Y quién sabe si, a su manera, no estaba ofreciendo en esas declaraciones el sentido último de todo su trabajo. Cada una de sus obras maestras que vieron la luz desde los años 90 (citamos tres: El valle de Abraham, O convento y Viaje al prinicpio del mundo. Y El principio de la incertidumbre) se ofrece al espectador como un testamento de todo lo que él mismo y el propio cine fue y, quién sabe, podría haber sido. Cada fotograma milita en el contrasentido de un programa quizá imposible. Él, que nació al invento de los Lumière cuando aún no sabía hablar, estaba convencido de que el cine o es palabra o no es. Y desde esta creencia con modales de dogma construyó una filmografía perfecta alimentada de la profunda paradoja de convertir cada imagen en una idea, en un pensamiento callado.
En El extraño caso de Angélica, una de sus última aproximaciones al abismo, retrató lo que de profundamente vivo hay en el cadáver tendido de la una mujer.

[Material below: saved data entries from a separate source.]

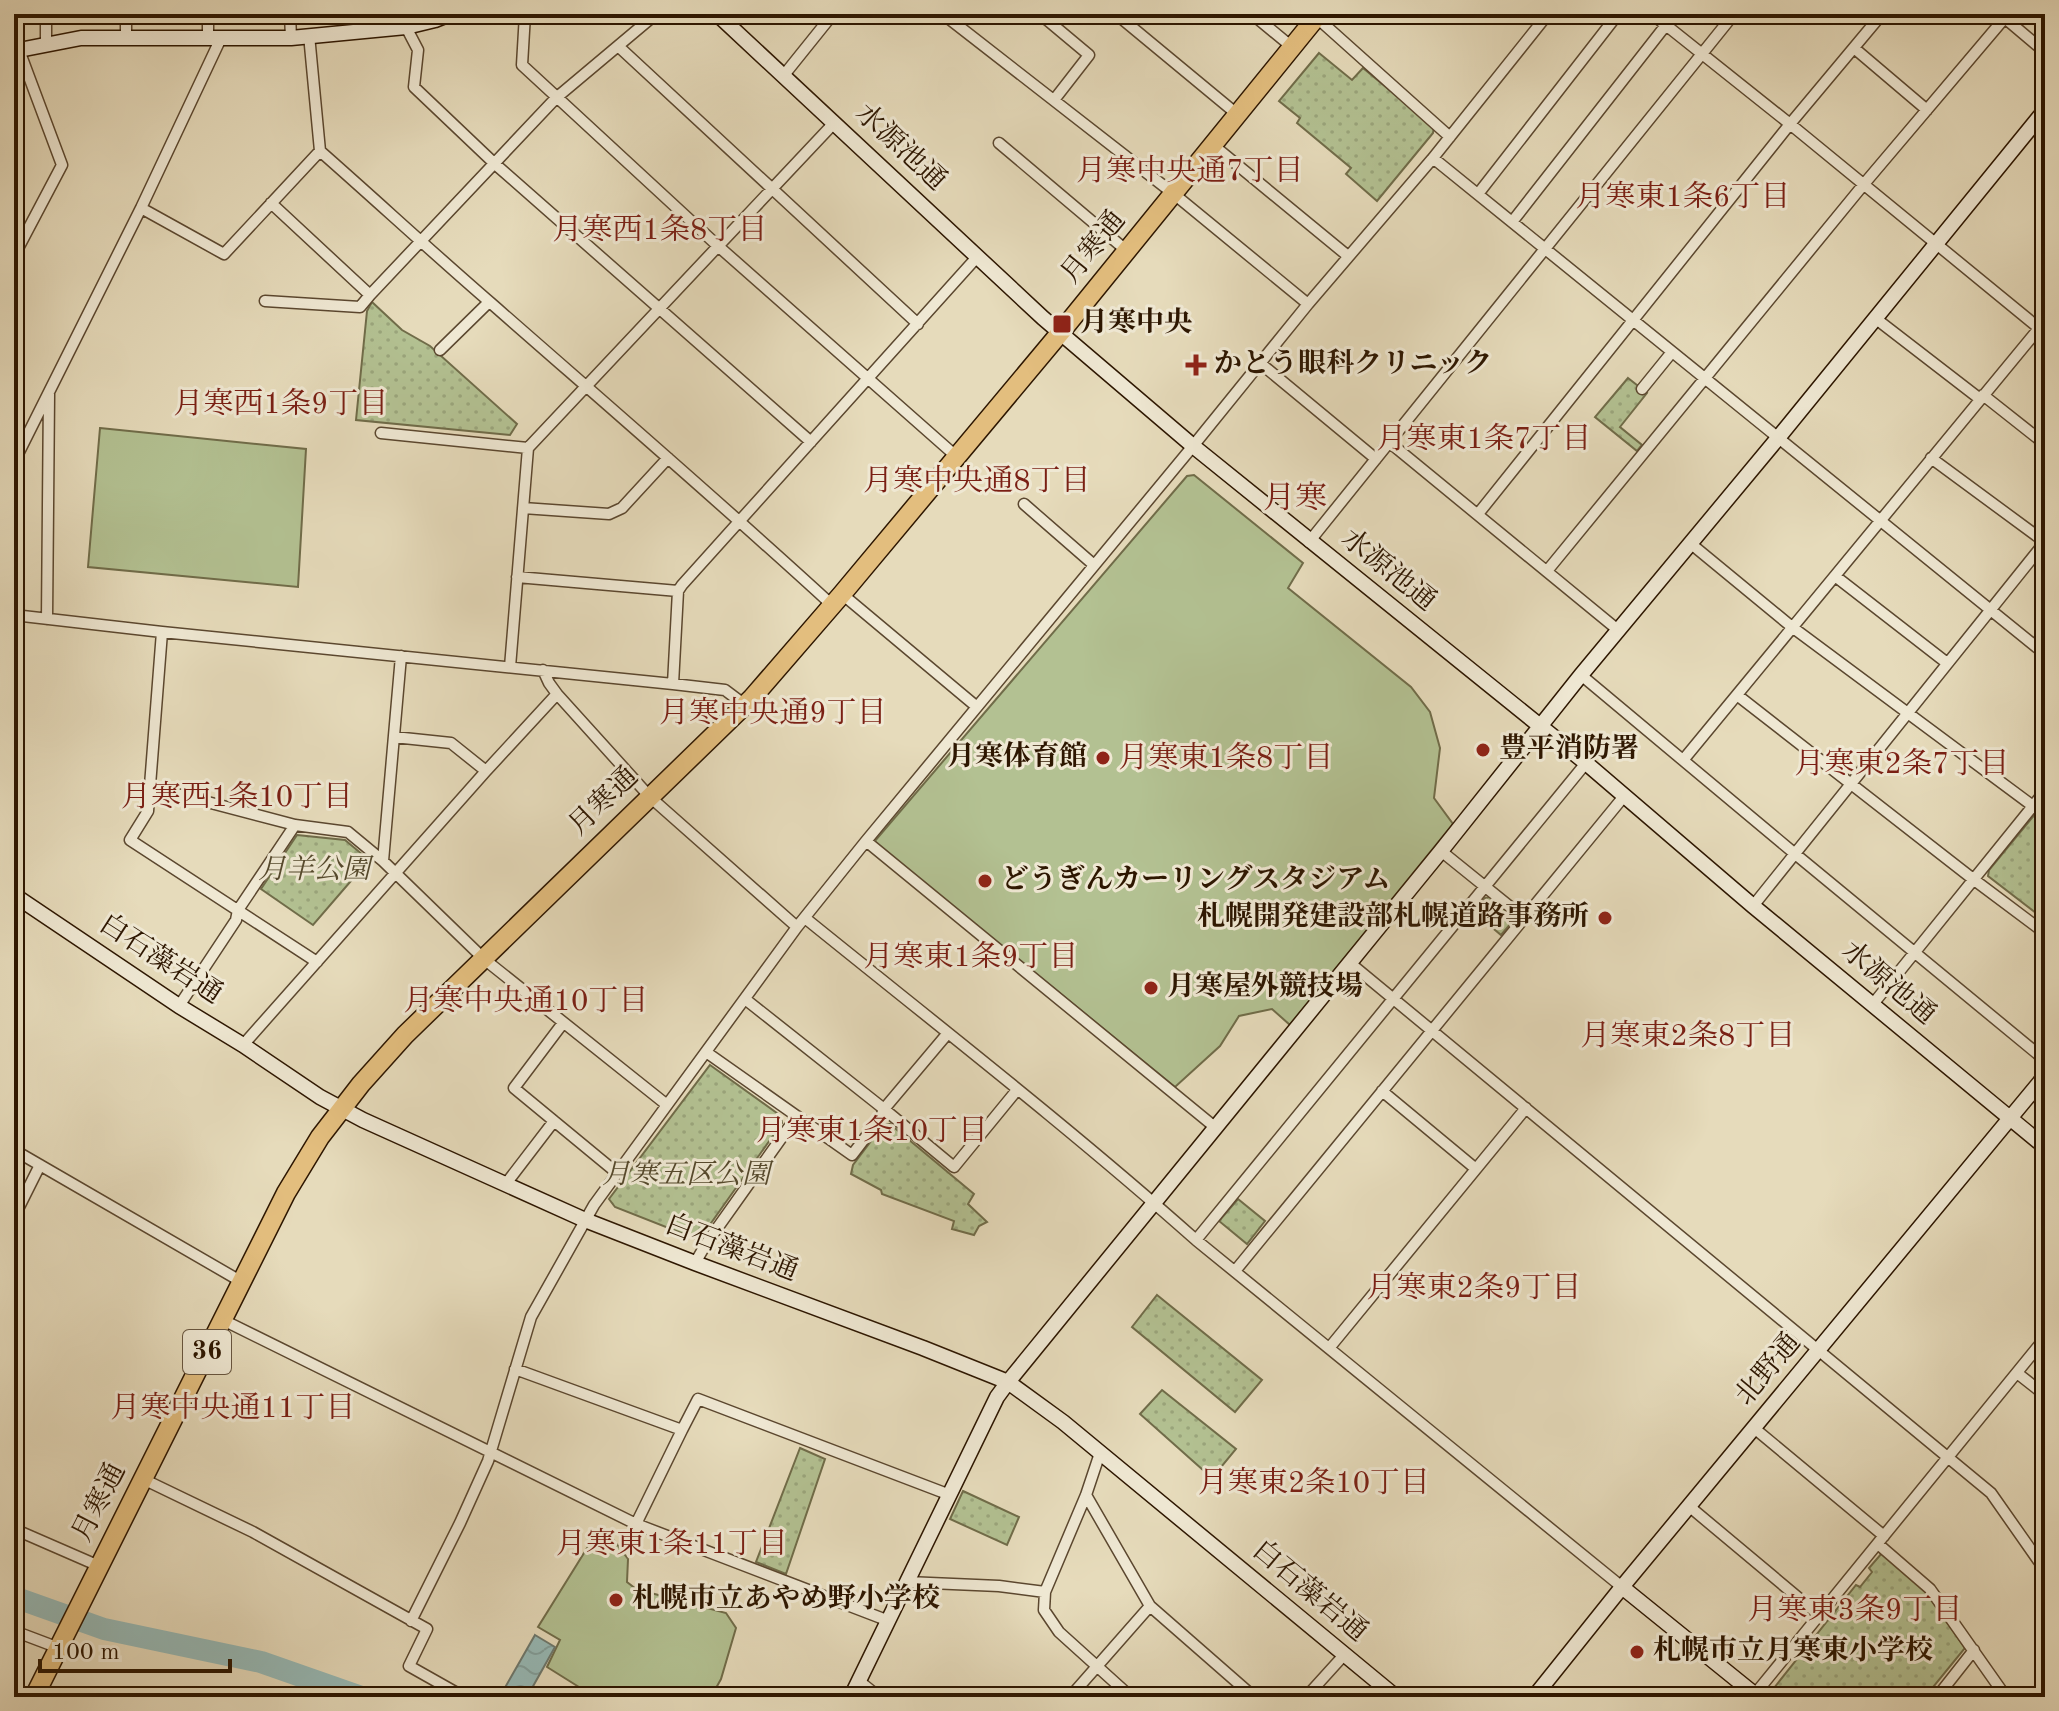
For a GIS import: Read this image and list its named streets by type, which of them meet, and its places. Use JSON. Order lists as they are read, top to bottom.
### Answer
{
  "streets": {
    "highway": ["月寒通", "36"],
    "street": ["水源池通", "白石藻岩通", "北野通"]
  },
  "crossings": [
    ["水源池通", "月寒通"],
    ["水源池通", "北野通"],
    ["月寒通", "白石藻岩通"]
  ],
  "districts": [
    "月寒中央通7丁目",
    "月寒東1条6丁目",
    "月寒西1条8丁目",
    "月寒西1条9丁目",
    "月寒東1条7丁目",
    "月寒中央通8丁目",
    "月寒",
    "月寒中央通9丁目",
    "月寒東1条8丁目",
    "月寒東2条7丁目",
    "月寒西1条10丁目",
    "月寒東1条9丁目",
    "月寒中央通10丁目",
    "月寒東2条8丁目",
    "月寒東1条10丁目",
    "月寒東2条9丁目",
    "月寒中央通11丁目",
    "月寒東2条10丁目",
    "月寒東1条11丁目",
    "月寒東3条9丁目"
  ],
  "parks": ["月羊公園", "月寒五区公園"],
  "places": {
    "transit": ["月寒中央"],
    "health": ["かとう眼科クリニック"],
    "other": [
      "豊平消防署",
      "月寒体育館",
      "どうぎんカーリングスタジアム",
      "札幌開発建設部札幌道路事務所",
      "月寒屋外競技場",
      "札幌市立あやめ野小学校",
      "札幌市立月寒東小学校"
    ]
  },
  "scale_bar": "100 m"
}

La cinta recuperaba un viejo proyecto de los años 50. Cuando aún era casi joven. Un día fotografió a la mujer de su primo. Muerta. Y de ahí, de esta tira de piel arrancada al tiempo nació una película que es a la vez un poema sutil, naíf en la superficie y profundamente conmovedor en sus modales. ¿El argumento? El amor y la muerte. Para Oliveira, el cine no es otra cosa que realismo, fantasía y comedia. Su espiritualidad es tibia, blanda, carnal. Exactamamente igual que su mirada siempre vieja y siempre profundamente nueva; una mirada que se desnuda, se quiebra, se reconstruye y, finalmente, se llena de sentido.
Y así siempre. Por siempre incluso. Decía que lo que llevaba trabajo era preparar los proyectos. Que, para él, un rodaje era un descanso. Y lo afirmaba con la misma sonrisa trágica del que se sabe vivo y muerto a la vez. En su última película (El viejo de Belén, del año pasado) sentaba a dialogar en el jardín de la eternidad a Don Quijote, a Luís de Camões, a Castelo Branco y a Teixeira de Pascoaes. Hablaban del pasado y, en realidad, su única ocupación era el futuro. Oliveira murió ayer, pero algo dice que, en realidad, no ha hecho más que nacer. Tan contradictorio, tan trágico, tan divertido. «Lo importante es que hoy estábamos aquí [pausa dramática]. Mañana, ya veremos».